### EXERCISE DETAILS
For the entries that follow, count the lines containing the string "Wattle" and write only the number.

(EXERCISE INPUT)

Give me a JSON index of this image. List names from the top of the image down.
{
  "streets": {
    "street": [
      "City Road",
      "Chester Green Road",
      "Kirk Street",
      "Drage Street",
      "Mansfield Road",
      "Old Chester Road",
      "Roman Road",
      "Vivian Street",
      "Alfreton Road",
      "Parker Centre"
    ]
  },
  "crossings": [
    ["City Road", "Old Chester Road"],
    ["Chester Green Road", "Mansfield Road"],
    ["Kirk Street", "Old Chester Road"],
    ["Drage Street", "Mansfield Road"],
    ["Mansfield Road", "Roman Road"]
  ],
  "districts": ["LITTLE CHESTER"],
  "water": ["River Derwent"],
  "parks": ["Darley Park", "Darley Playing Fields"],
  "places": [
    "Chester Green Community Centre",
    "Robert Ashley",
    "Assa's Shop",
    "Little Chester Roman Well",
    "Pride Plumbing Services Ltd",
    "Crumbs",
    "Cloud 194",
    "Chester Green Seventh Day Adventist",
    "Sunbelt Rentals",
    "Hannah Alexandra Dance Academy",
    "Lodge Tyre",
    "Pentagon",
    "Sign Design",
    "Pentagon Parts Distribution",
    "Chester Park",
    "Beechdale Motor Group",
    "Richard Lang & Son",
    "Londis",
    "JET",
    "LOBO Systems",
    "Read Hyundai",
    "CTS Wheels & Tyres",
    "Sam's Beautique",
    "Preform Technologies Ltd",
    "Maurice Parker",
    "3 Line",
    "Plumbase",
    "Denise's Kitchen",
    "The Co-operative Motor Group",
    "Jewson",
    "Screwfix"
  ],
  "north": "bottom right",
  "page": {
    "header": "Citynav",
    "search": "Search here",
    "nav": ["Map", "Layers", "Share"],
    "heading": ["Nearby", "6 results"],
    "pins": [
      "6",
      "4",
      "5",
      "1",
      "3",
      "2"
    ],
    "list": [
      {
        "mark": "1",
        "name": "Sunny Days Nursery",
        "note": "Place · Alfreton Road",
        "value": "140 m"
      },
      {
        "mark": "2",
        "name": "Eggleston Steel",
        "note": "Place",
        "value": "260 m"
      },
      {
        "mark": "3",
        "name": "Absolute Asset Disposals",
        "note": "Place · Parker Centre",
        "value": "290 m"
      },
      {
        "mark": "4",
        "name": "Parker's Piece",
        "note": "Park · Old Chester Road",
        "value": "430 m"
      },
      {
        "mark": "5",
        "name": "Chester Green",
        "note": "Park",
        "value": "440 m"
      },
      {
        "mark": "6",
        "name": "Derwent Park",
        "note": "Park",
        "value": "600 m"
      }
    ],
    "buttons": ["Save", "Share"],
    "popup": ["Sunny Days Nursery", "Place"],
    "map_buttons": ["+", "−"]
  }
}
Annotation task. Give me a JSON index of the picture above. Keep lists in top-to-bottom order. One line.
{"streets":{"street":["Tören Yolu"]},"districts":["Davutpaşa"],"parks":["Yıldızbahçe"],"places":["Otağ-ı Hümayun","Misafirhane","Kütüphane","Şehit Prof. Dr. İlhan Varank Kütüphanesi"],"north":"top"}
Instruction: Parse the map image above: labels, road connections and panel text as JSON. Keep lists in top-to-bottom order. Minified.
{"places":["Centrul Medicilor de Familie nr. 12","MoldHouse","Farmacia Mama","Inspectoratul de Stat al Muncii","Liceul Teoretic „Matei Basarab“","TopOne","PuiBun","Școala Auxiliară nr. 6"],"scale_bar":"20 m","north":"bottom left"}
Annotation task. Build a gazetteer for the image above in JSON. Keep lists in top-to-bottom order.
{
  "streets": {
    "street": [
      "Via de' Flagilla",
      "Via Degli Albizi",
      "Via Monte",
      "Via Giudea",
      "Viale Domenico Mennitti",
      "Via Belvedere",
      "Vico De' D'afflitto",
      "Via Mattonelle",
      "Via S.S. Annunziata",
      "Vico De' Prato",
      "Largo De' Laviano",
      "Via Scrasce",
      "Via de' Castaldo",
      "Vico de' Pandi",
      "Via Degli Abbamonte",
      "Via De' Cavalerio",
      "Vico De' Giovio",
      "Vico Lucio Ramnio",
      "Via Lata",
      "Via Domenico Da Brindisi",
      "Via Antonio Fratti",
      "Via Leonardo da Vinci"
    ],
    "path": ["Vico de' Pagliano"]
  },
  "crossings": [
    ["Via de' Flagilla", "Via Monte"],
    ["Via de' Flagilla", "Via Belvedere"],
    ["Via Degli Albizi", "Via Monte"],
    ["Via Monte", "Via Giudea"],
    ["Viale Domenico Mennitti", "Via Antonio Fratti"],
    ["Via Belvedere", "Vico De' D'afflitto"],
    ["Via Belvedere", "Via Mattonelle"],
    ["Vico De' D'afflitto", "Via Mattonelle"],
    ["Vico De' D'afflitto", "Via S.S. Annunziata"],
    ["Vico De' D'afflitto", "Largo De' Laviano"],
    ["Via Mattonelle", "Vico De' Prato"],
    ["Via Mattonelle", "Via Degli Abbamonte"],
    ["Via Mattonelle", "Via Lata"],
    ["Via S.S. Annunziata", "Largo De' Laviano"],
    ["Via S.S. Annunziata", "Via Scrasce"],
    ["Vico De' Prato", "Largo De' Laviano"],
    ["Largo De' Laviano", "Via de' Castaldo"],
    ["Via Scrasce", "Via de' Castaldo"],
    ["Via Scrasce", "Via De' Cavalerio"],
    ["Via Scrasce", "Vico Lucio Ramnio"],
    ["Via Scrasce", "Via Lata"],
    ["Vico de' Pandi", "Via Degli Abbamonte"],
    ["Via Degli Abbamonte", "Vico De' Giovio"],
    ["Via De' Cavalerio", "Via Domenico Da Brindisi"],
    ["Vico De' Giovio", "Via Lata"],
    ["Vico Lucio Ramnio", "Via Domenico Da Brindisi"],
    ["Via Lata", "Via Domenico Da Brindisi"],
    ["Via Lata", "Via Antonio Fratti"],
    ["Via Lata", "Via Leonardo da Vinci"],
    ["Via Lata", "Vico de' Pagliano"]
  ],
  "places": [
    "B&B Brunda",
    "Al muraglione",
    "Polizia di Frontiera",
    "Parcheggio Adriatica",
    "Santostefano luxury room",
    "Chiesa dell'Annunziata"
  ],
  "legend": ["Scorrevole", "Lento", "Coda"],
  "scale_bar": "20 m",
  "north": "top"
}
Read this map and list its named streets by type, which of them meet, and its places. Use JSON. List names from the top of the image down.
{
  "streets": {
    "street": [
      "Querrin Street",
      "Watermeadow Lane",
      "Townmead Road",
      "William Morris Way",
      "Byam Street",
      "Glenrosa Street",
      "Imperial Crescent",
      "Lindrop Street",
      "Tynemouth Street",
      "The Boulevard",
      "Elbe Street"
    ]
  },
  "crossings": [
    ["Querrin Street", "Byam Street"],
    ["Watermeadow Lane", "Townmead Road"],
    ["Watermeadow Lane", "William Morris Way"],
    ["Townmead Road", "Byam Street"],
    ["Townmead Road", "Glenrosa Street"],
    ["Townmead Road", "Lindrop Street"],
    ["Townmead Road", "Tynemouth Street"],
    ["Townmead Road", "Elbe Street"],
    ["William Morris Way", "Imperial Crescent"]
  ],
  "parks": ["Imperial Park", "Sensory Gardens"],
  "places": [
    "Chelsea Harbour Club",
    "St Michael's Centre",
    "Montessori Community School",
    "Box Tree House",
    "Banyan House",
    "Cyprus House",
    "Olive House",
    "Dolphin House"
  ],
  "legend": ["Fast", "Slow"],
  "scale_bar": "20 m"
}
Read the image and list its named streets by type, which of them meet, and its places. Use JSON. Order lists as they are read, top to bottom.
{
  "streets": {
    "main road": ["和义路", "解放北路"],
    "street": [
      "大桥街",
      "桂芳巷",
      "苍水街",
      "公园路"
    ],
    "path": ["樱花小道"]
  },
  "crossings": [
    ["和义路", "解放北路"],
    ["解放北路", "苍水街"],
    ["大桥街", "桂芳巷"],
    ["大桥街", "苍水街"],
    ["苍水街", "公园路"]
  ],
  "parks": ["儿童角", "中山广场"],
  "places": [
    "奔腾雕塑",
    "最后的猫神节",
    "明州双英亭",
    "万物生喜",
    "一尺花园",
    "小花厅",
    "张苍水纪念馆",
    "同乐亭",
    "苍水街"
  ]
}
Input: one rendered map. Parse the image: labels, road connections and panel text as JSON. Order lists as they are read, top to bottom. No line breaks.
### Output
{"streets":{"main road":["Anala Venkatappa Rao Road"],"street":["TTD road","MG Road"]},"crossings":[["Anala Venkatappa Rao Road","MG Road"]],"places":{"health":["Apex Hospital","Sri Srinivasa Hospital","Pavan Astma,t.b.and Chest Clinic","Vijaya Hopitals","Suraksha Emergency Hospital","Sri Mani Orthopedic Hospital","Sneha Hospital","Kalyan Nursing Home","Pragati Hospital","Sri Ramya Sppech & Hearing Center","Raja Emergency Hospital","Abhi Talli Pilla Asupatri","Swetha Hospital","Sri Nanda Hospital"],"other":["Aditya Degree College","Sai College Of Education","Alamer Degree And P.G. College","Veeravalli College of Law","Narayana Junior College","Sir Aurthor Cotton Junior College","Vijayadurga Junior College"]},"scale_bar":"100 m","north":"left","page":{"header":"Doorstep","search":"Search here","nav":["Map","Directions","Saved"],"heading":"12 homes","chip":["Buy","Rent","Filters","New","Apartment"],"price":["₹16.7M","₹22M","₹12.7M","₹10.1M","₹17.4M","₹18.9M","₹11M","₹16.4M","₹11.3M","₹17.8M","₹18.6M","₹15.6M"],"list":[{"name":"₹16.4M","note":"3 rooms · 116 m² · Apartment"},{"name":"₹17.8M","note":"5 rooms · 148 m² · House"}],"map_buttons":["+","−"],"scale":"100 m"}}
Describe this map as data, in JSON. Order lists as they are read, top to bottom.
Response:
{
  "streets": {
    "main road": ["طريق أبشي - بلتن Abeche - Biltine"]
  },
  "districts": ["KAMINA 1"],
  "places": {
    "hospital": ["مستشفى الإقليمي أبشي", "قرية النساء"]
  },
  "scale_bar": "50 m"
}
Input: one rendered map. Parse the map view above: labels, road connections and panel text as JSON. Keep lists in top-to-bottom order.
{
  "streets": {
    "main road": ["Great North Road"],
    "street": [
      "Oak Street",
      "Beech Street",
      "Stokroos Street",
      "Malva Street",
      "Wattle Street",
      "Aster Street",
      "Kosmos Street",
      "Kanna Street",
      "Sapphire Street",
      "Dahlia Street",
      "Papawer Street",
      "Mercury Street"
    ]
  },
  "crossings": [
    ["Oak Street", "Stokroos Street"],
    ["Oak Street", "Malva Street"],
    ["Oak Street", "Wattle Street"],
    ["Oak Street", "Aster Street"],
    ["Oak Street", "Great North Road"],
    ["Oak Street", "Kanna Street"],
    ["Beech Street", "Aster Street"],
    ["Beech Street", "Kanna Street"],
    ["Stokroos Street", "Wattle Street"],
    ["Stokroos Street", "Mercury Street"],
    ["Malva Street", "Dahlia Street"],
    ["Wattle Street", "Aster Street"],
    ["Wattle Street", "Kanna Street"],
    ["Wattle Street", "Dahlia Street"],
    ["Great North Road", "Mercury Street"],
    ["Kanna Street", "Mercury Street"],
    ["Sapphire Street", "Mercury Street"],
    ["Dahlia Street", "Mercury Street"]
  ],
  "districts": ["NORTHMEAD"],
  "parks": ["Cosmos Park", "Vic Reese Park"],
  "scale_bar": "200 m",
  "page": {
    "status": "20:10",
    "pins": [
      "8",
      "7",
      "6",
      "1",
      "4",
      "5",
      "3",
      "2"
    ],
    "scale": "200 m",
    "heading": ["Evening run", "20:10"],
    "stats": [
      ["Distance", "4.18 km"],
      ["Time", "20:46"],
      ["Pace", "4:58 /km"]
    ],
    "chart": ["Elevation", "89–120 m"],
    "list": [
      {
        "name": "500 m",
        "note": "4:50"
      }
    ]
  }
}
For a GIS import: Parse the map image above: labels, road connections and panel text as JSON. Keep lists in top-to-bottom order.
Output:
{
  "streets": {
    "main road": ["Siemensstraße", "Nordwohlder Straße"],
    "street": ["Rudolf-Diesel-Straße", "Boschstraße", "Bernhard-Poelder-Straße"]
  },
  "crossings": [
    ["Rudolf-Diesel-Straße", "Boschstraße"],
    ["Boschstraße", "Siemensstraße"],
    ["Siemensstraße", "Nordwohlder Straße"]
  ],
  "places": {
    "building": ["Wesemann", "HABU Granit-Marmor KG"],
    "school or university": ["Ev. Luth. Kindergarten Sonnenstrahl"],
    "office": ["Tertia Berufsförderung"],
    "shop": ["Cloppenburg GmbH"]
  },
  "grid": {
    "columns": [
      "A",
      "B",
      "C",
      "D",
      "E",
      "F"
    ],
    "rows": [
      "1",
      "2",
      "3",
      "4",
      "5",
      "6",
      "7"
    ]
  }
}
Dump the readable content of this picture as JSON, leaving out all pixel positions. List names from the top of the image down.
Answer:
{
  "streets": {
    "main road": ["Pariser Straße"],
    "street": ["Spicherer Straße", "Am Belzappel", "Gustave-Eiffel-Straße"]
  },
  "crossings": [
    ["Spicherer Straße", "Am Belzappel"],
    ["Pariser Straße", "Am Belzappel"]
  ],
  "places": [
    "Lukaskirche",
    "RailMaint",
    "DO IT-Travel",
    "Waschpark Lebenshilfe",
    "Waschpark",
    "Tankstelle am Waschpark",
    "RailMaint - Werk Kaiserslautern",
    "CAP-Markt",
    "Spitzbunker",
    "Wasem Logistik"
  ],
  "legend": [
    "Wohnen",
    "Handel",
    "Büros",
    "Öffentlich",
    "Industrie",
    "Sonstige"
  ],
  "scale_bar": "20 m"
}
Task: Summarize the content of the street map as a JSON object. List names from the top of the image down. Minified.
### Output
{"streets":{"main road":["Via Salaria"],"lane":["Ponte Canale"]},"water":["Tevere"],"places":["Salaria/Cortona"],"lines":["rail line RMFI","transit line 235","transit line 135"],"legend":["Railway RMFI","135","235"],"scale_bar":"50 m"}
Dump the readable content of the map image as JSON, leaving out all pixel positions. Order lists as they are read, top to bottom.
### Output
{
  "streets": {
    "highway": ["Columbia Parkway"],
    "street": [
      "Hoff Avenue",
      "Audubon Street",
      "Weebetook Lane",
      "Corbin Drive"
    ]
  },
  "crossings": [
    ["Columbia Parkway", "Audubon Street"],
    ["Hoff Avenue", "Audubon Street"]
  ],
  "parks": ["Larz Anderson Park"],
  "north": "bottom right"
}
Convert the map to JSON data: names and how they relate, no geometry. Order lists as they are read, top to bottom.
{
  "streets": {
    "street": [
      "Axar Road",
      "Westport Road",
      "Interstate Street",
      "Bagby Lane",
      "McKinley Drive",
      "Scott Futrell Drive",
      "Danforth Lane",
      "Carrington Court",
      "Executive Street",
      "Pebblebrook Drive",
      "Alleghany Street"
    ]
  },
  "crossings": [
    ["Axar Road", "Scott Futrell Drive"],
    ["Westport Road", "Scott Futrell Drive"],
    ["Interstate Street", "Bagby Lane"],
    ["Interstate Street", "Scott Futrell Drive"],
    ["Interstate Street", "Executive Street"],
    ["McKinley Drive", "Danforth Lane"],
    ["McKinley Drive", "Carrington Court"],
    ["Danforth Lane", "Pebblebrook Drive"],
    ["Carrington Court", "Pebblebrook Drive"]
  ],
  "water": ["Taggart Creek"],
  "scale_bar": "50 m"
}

(End EXERCISE INPUT)

### TASK ANSWER
6